#### WHAT IS BEING ASKED
For the word "halo", report how many lines of the records below contain it, and nothing more.

Collected data:
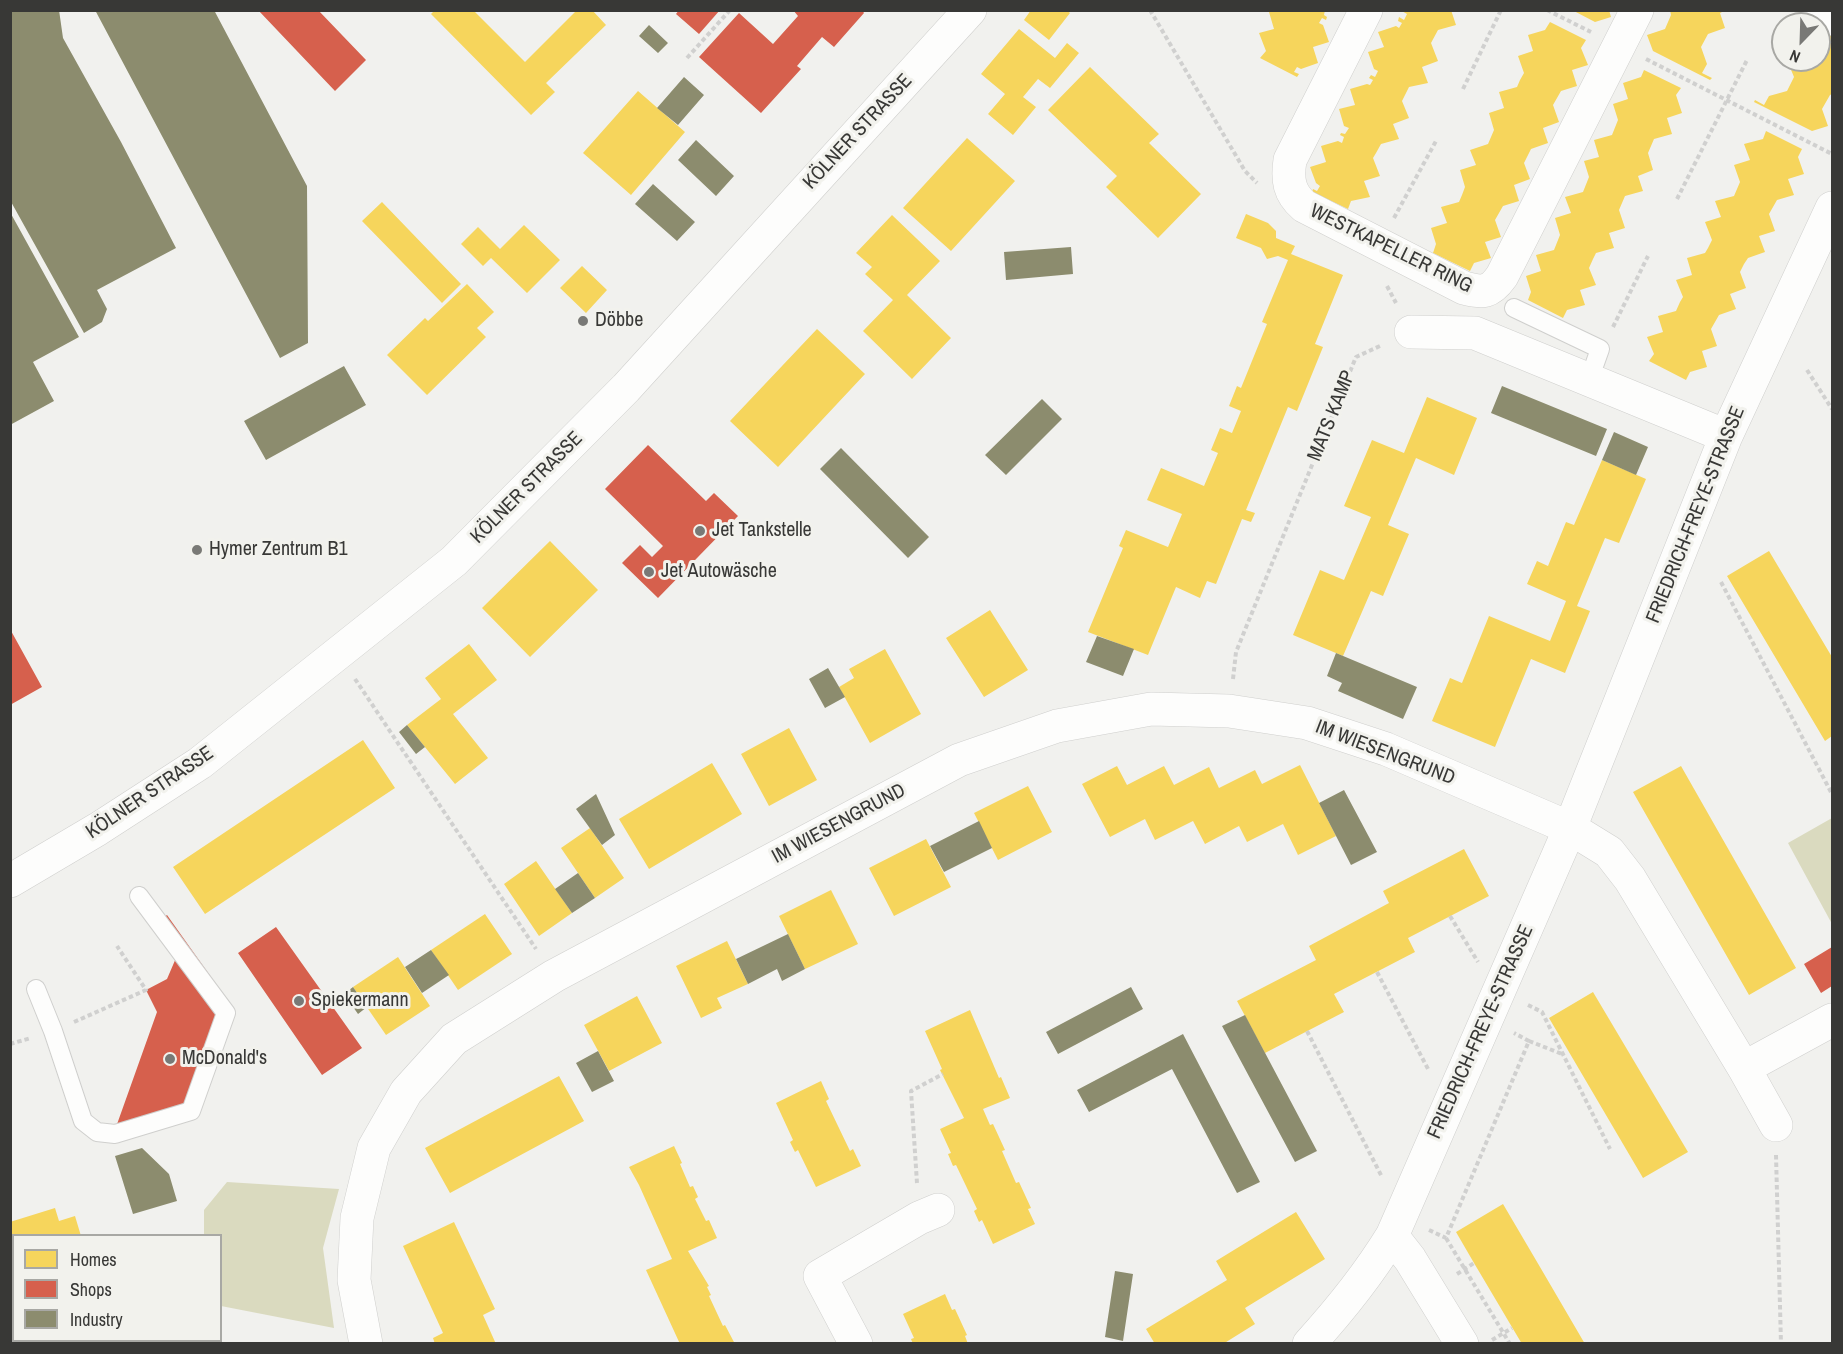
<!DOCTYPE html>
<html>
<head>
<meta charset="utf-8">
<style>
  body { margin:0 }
  #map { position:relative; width:1843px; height:1354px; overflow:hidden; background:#f1f1ee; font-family:"Archivo Narrow",sans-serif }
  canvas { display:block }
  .frame { position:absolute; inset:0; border:12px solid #383836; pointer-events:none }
  .legend { position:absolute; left:12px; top:1234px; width:210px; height:108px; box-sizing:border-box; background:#f2f2ed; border:2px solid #a8a8a4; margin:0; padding:8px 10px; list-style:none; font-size:18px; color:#383836 }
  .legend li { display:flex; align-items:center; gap:12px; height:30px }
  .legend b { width:30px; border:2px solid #a8a8a4 }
  .north { position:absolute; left:1771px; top:12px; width:60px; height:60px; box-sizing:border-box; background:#f2f2ed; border:2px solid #a8a8a4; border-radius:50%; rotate:203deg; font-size:16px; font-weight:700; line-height:24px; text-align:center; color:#383836 }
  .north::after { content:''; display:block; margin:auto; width:21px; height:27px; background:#797976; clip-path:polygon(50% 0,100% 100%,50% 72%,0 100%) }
</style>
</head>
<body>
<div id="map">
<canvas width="1843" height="1354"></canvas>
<div class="frame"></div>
<ul class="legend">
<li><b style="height:16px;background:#f6d55c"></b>Homes</li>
<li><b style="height:16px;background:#d6604d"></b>Shops</li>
<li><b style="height:16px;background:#8c8c6e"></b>Industry</li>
</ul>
<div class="north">N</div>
</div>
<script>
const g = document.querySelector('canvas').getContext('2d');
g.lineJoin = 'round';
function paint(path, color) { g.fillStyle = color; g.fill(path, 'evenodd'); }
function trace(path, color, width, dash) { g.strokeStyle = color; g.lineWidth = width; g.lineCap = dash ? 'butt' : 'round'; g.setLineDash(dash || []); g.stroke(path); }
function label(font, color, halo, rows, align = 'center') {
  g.font = font + ' "Archivo Narrow",sans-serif'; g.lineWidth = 6; g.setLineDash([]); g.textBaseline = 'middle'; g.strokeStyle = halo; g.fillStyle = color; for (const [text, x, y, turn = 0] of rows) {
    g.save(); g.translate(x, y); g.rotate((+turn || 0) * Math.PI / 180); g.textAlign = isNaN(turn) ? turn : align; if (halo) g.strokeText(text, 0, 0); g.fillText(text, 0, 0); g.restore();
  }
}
paint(new Path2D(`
  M1832,818v106l-44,-81z
  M227,1182l112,7 -16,59 11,80 -113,-22 -1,-70 -16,-1v-25z`), '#dadabf');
paint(new Path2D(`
  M435,10h38l52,52 52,-52h15l14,15 -60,58 9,9 -24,23 -100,-101z
  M1031,10h36l3,3 -21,27 -25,-20z
  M1276,10h49l-1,5 3,2 -1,3 -4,-2 -3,5 4,2 6,17 -16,5 5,16 -17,6 -4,-2 -3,5 5,2 -2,3 -37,-19 6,-7 -7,-18 15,-4 -5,-17z
  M1400,10h51l5,15 -18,5 -7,13 7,18 -16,6 6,16 -19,4 -7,14 7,17 -16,6 6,15 -18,5 -5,9 -3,5 7,18 -16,5 6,16 -19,4 -3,8 -36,-17 1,-3 4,2 3,-5 -4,-3 -6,-16 16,-5 -5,-16 17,-5 4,2 2,-6 -4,-2 1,-2 4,1 4,-6 -5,-2 -5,-17 16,-4 -5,-16 17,-5 3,1 3,-5 -4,-2 2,-3 4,2 3,-6 -4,-2 -6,-17 16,-5 -6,-15 18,-6 3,2 3,-5 -4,-2 1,-4 5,3 3,-6z
  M1572,10h37l2,7 -16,5z
  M1670,10h56l-6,3 5,15 -17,6 -7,13 6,17 -5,9 10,5 -2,2 -57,-29 -6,-16 18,-6 6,-14z
  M1550,22l36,18 -5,8 7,17 -16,5 5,16 -16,5 -8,14 6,17 -16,6 5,15 -17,6 -7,14 6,16 -16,6 5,16 -16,5 -8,14 6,17 -16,5 6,16 -17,5 -4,8 -37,-18 3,-9 -5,-16 16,-5 -6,-16 18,-5 3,-7 3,-8 -5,-17 16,-5 -6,-15 18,-6 6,-14 -5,-17 15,-5 -5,-16 18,-5 3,-7 4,-7 -6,-17 15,-5 -5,-16 17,-5z
  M1819,25l13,7v62l-2,1 -8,14 6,17 -16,5 -58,-29 1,-2 9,5 5,-9 18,-5 7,-14 -7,-17h32z
  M1019,29l36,29 12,-15 12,10 -29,35 -12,-9 -15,18 13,10 -23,28 -25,-21 17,-20 -24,-20z
  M1090,67l69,67 -10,9 52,51 -43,44 -52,-51 11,-11 -69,-66z
  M1644,70l37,18 -5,7 6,18 -15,5 5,16 -18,5 -6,14 5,17 -15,6 5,15 -18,5 -6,14 6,18 -16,5 5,15 -18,5 -3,6 -4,9 7,17 -16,5 5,15 -18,5 -4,8 -35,-18 3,-8 -5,-16 15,-5 -5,-16 18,-5 6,-15 -5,-17 16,-5 -6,-16 18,-5 6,-15 -5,-16 15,-4 -5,-17 18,-5 6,-15 -5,-16 15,-5 -5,-16 18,-6z
  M638,91l47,41 -54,63 -48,-42z
  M1766,131l36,18 -4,8 6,17 -16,5 6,16 -17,5 -8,14 6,17 -16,5 6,16 -17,6 -4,6 -4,8 6,16 -16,6 6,15 -17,6 -8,14 6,17 -15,5 5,16 -17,5 -4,8 -37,-19 5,-7 -7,-17 16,-5 -5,-16 18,-5 4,-9 3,-5 -7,-17 16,-5 -5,-17 18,-5 3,-5 4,-8 -7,-18 16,-5 -6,-16 19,-5 6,-14 -6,-17 16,-5 -6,-16 19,-5z
  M967,138l48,43 -64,70 -48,-43z
  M382,202l79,82 -19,19 -80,-82z
  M1246,214l22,9 8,8v7l19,8 -4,8 52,21 -28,69 8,3 -26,64 -9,-4 -42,103 9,3 -4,9 -9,-3 -26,65 -9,-3 -7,17 -24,-11 -28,68 -60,-23 35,-84 -4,-2 7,-16 42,17 14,-33 -35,-14 14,-32 43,18 14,-33 -7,-3 9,-22 12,5 9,-22 -12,-5 8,-20 4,2 26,-64 -5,-2 26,-62 -10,-4 -11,3 -6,-11 -25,-10z
  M892,215l48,46 -33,34 44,43 -39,41 -49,-48 30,-31 -28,-26 7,-7 -16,-14z
  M524,225l36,35 -33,33 -36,-35 -8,8 -22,-22 17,-17 22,22z
  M582,266l25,24 -21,23 -26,-25z
  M467,284l27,28 -17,16 9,9 -59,58 -40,-40 38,-37 3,3z
  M817,329l48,45 -87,93 -48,-46z
  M1427,397l50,21 -23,57 -38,-17 -28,67 21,9 -26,62 -12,-5 -28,65 -50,-21 27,-65 24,10 27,-63 -27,-11 28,-66 32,13z
  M1602,460l44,19 -27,64 -14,-5 -28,68 13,5 -25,62 -34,-14 -36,88 -63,-26 18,-43 12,5 27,-67 61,25 16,-40 -39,-17 10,-23 11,5 18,-44 8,3z
  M550,541l48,49 -68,67 -48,-49z
  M1769,551l63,106v79l-7,5 -98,-165z
  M990,610l38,60 -44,27 -38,-59z
  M469,644l28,36 -44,34 35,44 -33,26 -48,-59 34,-26 -16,-21z
  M885,649l36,65 -51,29 -31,-56 15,-9 -5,-9z
  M789,728l28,52 -48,26 -28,-52z
  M363,740l32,48 -190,126 -32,-47z
  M712,763l30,51 -93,55 -30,-50z
  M1300,765l36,71 -38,19 -15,-31 -36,18 -8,-16 -34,18 -12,-23 -38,19 -10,-21 -35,18 -28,-53 35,-18 10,19 37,-19 10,19 35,-18 10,21 36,-18 7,14z
  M1681,766l115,202 -47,27 -116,-203z
  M1028,786l24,46 -54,28 -24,-47z
  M590,828l34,50 -29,20 -34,-50z
  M926,839l25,48 -57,29 -25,-48z
  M1464,849l25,47 -81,42 7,14 -81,42 10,18 -79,41 -28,-52 79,-41 -7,-14 80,-43 -6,-12z
  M536,861l36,52 -33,23 -35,-52z
  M831,890l27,54 -53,25 -26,-53z
  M485,914l27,40 -54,36 -27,-40z
  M727,941l21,43 -31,14 5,10 -21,10 -25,-52z
  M398,957l32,49 -44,29 -33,-48z
  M1593,992l95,160 -45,26 -94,-160z
  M637,996l25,47 -53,28 -25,-46z
  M970,1010l29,68 2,-1 9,21 -27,11 7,16 3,-1 12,26 -3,1 14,32 3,-1 12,26 -3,1 7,15 -42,20 -11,-24 -3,2 -5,-11 3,-2 -21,-44 -3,1 -5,-12 3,-1 -11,-24 24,-11 -24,-48 2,-1 -17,-38z
  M559,1076l25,45 -134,72 -25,-45z
  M821,1081l8,18 -3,2 24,50 3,-2 8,17 -45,21 -18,-37 -3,2 -5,-10 3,-2 -17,-37z
  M674,1146l8,17 -2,1 10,23 3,-1 5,11 -3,2 11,22 3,-1 8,18 -29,13 21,35 -2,1 4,8 -2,1 14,30 2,-1 10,19h-55l-34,-74 26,-11 -33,-74 -10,-18z
  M1503,1204l37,63 45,77h-63l-48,-81 -18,-31z
  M55,1208l4,13 16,-5 6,20h-67l-1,6 -3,-20z
  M1296,1212l29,47 -80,49 10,16 -32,20h-68l-9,-15 81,-49 -11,-19z
  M454,1222l41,87 -12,6 13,29h-61l-2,-6 10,-5 -40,-87z
  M945,1294l7,16 3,-1 12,26 -2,1 3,8h-55l-2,-5 3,-1 -11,-24z`), '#f6d55c');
paint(new Path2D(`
  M258,10h60l48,50 -31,31z
  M679,10h41l-21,24 -23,-20z
  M793,10h69l2,3 -30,34 -12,-10 -25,29 4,3 -40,44 -62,-56 40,-44 34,31 25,-28z
  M648,445l58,56 8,-8 24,23 -80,82 -36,-35 18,-18 12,12 11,-11 -58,-57z
  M10,629l32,58 -32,18z
  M167,915l66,93 -15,2 -35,97 -67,20 41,-115 -11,-22 21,-11 9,-21 -22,-33z
  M276,927l86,121 -40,27 -84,-122z
  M1832,947v39l-11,7 -17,-29z`), '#d6604d');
paint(new Path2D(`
  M10,10h49l4,28 58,104 55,106 -79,42 10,19 -5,13 -18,11 -74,-133z
  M95,10h119l93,176 1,157 -28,15z
  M649,25l19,18 -10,10 -19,-17z
  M684,77l20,18 -26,30 -21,-17z
  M696,140l38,36 -18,20 -38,-36z
  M653,184l42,38 -18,19 -42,-37z
  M10,212l69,125 -46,25 21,39 -44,24z
  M1071,247l2,27 -67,6 -2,-28z
  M344,366l22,39 -100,55 -22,-39z
  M1502,386l105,43 -11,27 -105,-43z
  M1042,399l20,20 -56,56 -21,-20z
  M1614,432l34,15 -12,28 -34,-15z
  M841,448l88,89 -21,21 -88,-89z
  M1097,636l37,13 -11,27 -37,-14z
  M1336,653l81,34 -14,32 -65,-28 4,-8 -15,-7z
  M828,668l17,29 -20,11 -16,-29z
  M407,725l18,22 -9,7 -17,-22z
  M1344,790l33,62 -26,13 -32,-62z
  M596,794l19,41 -13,10 -26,-36z
  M979,821l13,27 -48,24 -14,-26z
  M578,873l17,25 -23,15 -17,-24z
  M788,934l17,35 -23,12 -5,-12 -29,15 -12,-25z
  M431,950l18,25 -27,18 -17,-26z
  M353,987l14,20 -9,7 -14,-20z
  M1131,987l12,22 -85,45 -12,-22z
  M1245,1015l72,136 -22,11 -73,-136z
  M1183,1034l77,148 -23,11 -65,-124 -83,43 -12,-22z
  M598,1051l16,30 -22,11 -16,-29z
  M142,1148l27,26 8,27 -44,13 -18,-58z
  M1115,1271l18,3 -10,67 -18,-4z`), '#8c8c6e');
const lane = new Path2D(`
  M1514,308l86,41 -11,31
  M36,989l17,42 30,90 14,11 18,2 76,-23 35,-98 -87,-117`);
const street = new Path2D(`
  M1366,10l-76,150c-3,20 -1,33 14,46l160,82c19,5 26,5 38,-12l135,-266
  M1817,10l15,9
  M1411,332l64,1 251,103
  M1744,1068l88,-48
  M1392,1236l18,23 52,85
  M366,1344l-12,-64 3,-62 17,-70 32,-56 48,-53 100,-63 405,-216 98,-34 94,-17 78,2 78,12 79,26 184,79 39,24 21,27 114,189 32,57
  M856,1344l-36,-68 99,-58 19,-8
  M1309,1344c31,-34 59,-69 83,-108l178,-408 156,-392 106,-228`);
const primary = new Path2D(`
  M10,881l88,-52 102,-66 254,-202 172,-173 344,-378`);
trace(lane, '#cfcfcd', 20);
trace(street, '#cfcfcd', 34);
trace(primary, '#cfcfcd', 34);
trace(new Path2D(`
  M1150,10l95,161 12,12
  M1547,10l44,22
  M687,58l43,-48
  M1646,59l186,95
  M1463,89l38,-79
  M1677,199l70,-139
  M1394,218l42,-77
  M1387,286l9,17
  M1613,327l35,-71
  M1807,370l25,39
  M1721,582l111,212
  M355,679l181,270
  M1233,679l3,-27 120,-295 26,-12
  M1450,916l28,46
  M1377,972l51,97
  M1528,1005l14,7 68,137
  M74,1022l72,-32 -29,-44
  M1307,1031l75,146
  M1529,1041l33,13
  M10,1044l21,-6
  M1776,1155l5,189
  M917,1183l-6,-92 32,-17
  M1429,1230l17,8 83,-197 -15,-8
  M1446,1238l64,106
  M1457,1274l17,-11
  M1492,1340l20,-12`), '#d0d0cf', 4, [4.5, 3]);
trace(lane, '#fdfdfc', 18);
trace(street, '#fdfdfc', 33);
trace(primary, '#fdfdfc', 33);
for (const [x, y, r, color] of [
  [583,321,6,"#797976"],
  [700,531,6,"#797976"],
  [197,550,6,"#797976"],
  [649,572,6,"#797976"],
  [299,1001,6,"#797976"],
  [170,1059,6,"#797976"]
]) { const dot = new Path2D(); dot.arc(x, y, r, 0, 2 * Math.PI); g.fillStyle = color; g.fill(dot); trace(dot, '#f2f2ed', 2); }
label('20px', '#383836', '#f2f2ed', [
  ["KÖLNER STRASSE",858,132,-47],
  ["WESTKAPELLER RING",1391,249,26],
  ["MATS KAMP",1332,416,-68],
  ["KÖLNER STRASSE",527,488,-45],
  ["FRIEDRICH-FREYE-STRASSE",1696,515,-68],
  ["IM WIESENGRUND",1385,753,21],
  ["KÖLNER STRASSE",150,793,-34],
  ["IM WIESENGRUND",839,824,-28],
  ["FRIEDRICH-FREYE-STRASSE",1481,1032,-66]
]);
label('20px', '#383836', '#f2f2ed', [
  ["Döbbe",595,321],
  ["Jet Tankstelle",712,531],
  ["Hymer Zentrum B1",209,550],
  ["Jet Autowäsche",661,572],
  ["Spiekermann",311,1001],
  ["McDonald's",182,1059]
], 'left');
</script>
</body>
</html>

#### WRITTEN ANSWER
3